_WORK INSTRUCTIONS_
What lines in the entries below contain the word "page"? Copy all of them.

_RECORD SET_
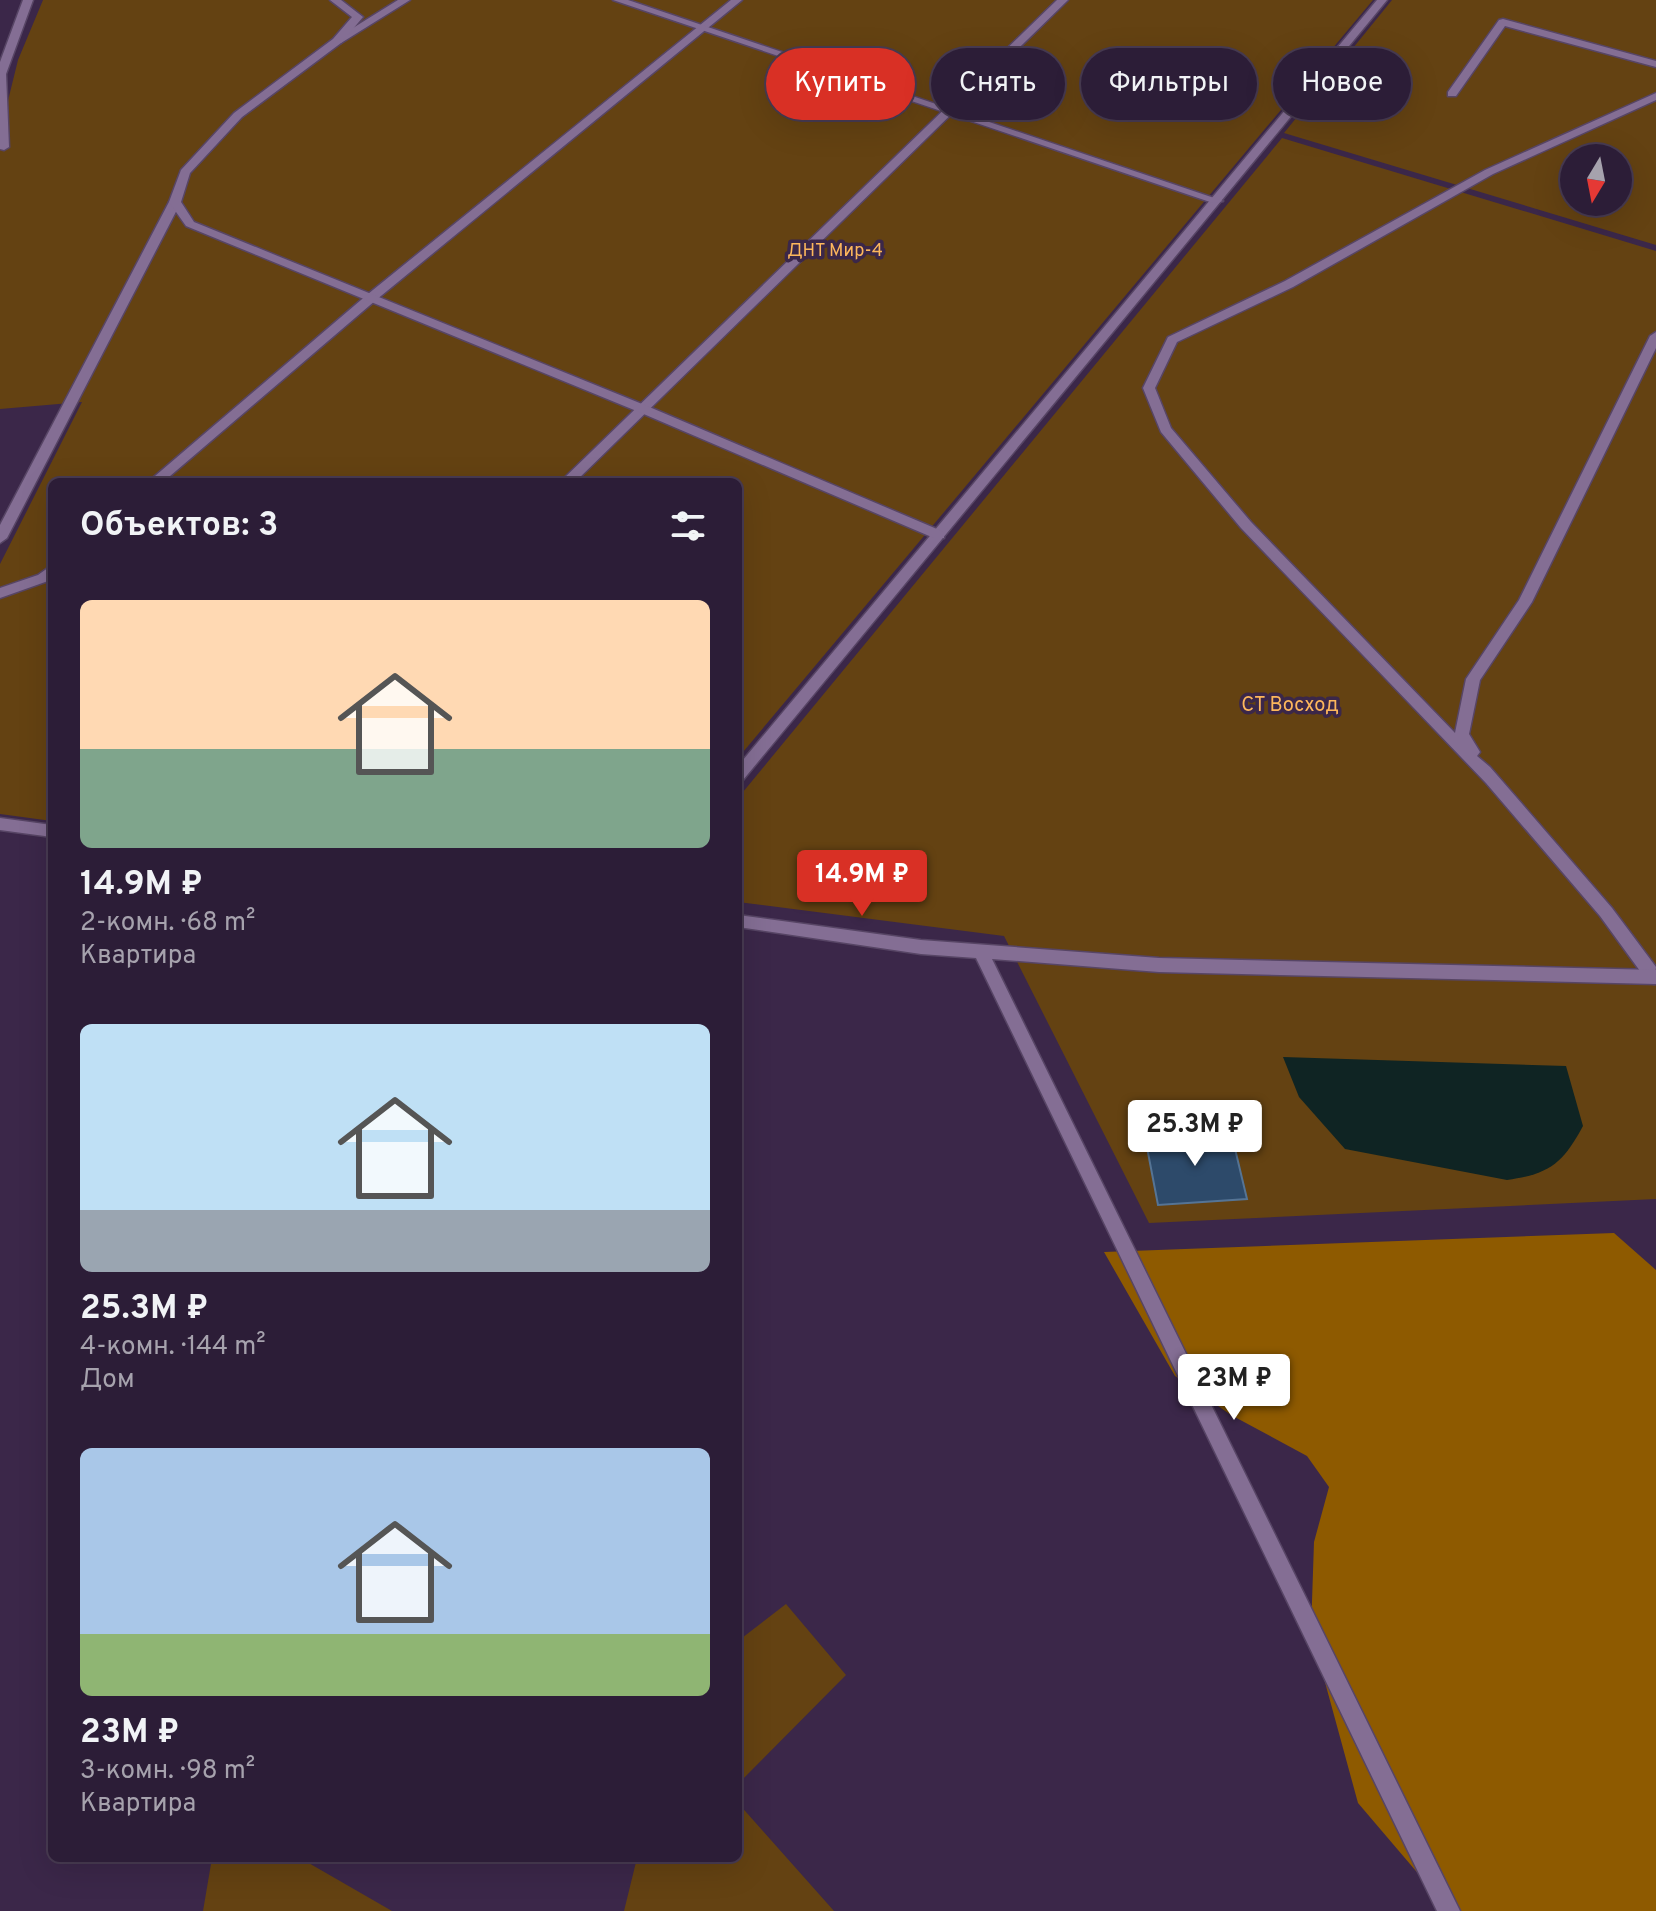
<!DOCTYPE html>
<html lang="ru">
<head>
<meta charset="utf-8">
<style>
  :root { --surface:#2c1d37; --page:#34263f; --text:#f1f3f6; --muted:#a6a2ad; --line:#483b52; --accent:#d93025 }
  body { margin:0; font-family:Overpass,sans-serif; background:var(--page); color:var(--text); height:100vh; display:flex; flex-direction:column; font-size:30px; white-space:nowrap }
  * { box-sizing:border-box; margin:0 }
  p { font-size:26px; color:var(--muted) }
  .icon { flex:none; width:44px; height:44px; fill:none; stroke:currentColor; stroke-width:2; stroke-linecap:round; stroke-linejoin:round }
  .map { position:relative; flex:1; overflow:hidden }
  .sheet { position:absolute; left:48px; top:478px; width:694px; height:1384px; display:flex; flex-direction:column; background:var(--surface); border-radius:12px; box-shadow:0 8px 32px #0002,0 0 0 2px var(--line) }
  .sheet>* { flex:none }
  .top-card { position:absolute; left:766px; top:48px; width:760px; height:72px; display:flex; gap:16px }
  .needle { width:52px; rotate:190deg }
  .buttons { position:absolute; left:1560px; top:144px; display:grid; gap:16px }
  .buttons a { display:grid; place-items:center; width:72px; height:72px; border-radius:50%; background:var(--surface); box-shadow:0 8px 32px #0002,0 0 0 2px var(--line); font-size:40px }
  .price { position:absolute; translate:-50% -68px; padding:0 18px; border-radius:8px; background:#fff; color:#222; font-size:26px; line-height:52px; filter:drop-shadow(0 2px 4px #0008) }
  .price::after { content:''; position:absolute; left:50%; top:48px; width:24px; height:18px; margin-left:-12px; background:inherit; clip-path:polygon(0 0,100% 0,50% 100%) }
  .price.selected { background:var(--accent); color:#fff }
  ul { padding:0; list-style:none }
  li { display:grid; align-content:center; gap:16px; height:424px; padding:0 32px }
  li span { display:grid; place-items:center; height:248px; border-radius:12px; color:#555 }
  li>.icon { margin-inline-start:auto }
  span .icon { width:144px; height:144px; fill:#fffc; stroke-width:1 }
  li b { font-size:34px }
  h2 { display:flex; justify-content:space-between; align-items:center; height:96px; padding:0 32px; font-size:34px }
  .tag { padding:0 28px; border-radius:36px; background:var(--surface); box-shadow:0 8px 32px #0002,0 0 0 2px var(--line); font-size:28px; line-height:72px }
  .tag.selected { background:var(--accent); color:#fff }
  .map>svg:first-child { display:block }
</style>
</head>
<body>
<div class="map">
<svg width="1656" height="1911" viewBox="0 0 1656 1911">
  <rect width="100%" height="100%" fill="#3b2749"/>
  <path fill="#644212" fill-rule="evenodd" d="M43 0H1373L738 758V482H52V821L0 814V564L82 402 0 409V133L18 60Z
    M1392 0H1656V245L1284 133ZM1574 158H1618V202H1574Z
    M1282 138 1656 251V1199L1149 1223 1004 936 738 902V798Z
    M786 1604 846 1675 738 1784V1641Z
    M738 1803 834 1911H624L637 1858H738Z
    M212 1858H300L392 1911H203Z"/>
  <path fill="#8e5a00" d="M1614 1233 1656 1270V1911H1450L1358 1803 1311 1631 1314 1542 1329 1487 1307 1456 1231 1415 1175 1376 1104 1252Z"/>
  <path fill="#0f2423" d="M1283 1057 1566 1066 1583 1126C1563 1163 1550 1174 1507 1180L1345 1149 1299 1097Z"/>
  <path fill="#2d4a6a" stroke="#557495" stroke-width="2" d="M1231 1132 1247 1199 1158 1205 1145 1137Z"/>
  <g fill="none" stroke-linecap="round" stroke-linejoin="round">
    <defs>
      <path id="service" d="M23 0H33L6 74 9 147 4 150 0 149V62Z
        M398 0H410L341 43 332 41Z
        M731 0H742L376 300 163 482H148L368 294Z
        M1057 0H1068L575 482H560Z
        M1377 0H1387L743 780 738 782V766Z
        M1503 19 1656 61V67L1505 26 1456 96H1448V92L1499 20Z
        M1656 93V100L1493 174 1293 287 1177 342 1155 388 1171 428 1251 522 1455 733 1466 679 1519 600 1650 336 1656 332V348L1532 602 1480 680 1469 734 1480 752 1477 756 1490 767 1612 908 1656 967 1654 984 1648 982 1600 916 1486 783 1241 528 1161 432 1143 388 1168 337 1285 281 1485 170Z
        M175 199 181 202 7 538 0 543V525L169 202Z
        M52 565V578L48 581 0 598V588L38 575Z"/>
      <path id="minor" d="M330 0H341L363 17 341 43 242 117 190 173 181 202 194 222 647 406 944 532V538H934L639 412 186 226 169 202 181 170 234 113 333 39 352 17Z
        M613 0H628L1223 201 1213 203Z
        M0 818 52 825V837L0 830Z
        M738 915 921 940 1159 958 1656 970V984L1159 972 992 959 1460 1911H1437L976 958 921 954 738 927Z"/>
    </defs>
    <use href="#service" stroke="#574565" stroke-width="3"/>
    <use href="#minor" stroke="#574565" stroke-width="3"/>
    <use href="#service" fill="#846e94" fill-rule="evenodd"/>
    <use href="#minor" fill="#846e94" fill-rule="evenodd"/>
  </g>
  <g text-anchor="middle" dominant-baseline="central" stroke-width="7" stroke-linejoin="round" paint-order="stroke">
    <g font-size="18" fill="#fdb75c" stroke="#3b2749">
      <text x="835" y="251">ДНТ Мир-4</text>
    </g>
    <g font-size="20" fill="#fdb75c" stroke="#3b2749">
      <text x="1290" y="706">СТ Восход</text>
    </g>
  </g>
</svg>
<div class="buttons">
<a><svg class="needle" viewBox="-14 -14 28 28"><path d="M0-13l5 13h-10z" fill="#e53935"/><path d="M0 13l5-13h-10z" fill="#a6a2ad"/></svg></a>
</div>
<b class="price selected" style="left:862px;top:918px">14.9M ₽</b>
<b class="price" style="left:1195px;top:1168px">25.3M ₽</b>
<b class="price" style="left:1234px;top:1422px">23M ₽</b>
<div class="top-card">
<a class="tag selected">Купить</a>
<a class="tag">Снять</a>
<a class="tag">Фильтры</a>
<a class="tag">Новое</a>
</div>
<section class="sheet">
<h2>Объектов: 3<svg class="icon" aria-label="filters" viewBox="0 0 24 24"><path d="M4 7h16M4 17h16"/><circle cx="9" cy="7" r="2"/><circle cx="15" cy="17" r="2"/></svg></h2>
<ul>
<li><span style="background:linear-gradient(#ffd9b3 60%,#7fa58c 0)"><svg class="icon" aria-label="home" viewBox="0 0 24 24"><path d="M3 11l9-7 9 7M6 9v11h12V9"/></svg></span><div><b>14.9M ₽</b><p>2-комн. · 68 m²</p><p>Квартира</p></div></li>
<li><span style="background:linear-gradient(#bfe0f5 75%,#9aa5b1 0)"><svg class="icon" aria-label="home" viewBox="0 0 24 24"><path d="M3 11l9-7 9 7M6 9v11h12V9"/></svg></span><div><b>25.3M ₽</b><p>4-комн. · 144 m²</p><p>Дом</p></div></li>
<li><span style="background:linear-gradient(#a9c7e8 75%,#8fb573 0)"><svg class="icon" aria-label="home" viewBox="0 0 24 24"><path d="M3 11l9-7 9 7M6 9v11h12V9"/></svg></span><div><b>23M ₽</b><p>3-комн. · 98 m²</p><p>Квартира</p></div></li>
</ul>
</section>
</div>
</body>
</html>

_ANSWER TO THIS PROBLEM_
  :root { --surface:#2c1d37; --page:#34263f; --text:#f1f3f6; --muted:#a6a2ad; --line:#483b52; --accent:#d93025 }
  body { margin:0; font-family:Overpass,sans-serif; background:var(--page); color:var(--text); height:100vh; display:flex; flex-direction:column; font-size:30px; white-space:nowrap }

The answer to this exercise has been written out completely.